▸ **WORK INSTRUCTIONS**: Each record must come back unchanged in your answer, stripped of its images.

SOURCE MATERIAL below:

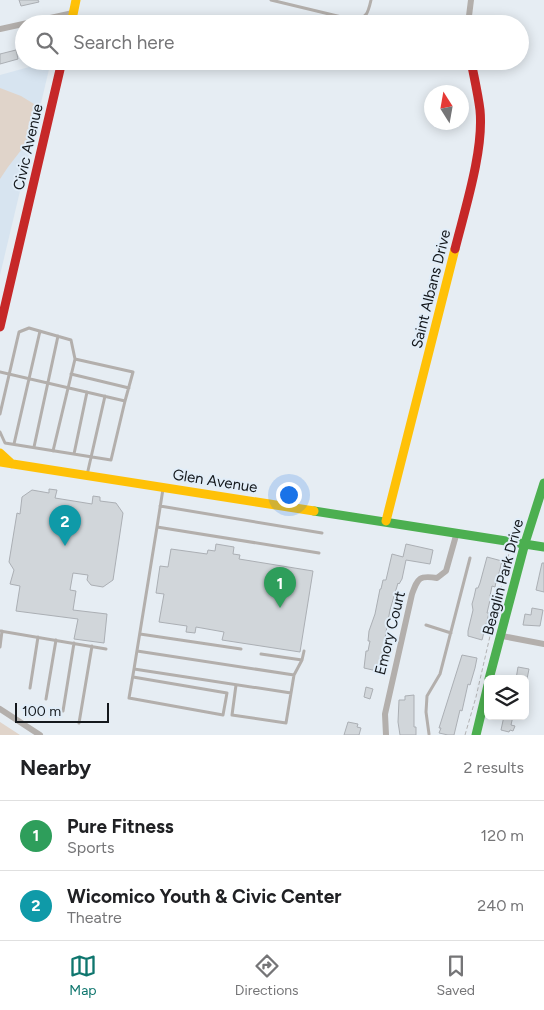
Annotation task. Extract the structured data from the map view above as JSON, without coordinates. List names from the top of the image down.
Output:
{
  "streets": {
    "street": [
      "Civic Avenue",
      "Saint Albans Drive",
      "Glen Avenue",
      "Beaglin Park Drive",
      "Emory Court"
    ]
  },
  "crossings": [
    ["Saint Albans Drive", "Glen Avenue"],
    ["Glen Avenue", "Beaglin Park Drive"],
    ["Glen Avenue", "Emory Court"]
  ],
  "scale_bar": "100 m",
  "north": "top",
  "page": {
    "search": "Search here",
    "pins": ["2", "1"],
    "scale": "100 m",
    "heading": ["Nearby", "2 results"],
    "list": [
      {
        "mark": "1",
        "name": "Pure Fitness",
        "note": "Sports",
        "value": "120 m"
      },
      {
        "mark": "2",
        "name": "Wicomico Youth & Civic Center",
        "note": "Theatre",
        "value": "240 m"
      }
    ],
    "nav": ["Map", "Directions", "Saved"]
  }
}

End of SOURCE MATERIAL.

▸ **RESPONSE**:
Annotation task. Extract the structured data from the map view above as JSON, without coordinates. List names from the top of the image down.
Output:
{
  "streets": {
    "street": [
      "Civic Avenue",
      "Saint Albans Drive",
      "Glen Avenue",
      "Beaglin Park Drive",
      "Emory Court"
    ]
  },
  "crossings": [
    ["Saint Albans Drive", "Glen Avenue"],
    ["Glen Avenue", "Beaglin Park Drive"],
    ["Glen Avenue", "Emory Court"]
  ],
  "scale_bar": "100 m",
  "north": "top",
  "page": {
    "search": "Search here",
    "pins": ["2", "1"],
    "scale": "100 m",
    "heading": ["Nearby", "2 results"],
    "list": [
      {
        "mark": "1",
        "name": "Pure Fitness",
        "note": "Sports",
        "value": "120 m"
      },
      {
        "mark": "2",
        "name": "Wicomico Youth & Civic Center",
        "note": "Theatre",
        "value": "240 m"
      }
    ],
    "nav": ["Map", "Directions", "Saved"]
  }
}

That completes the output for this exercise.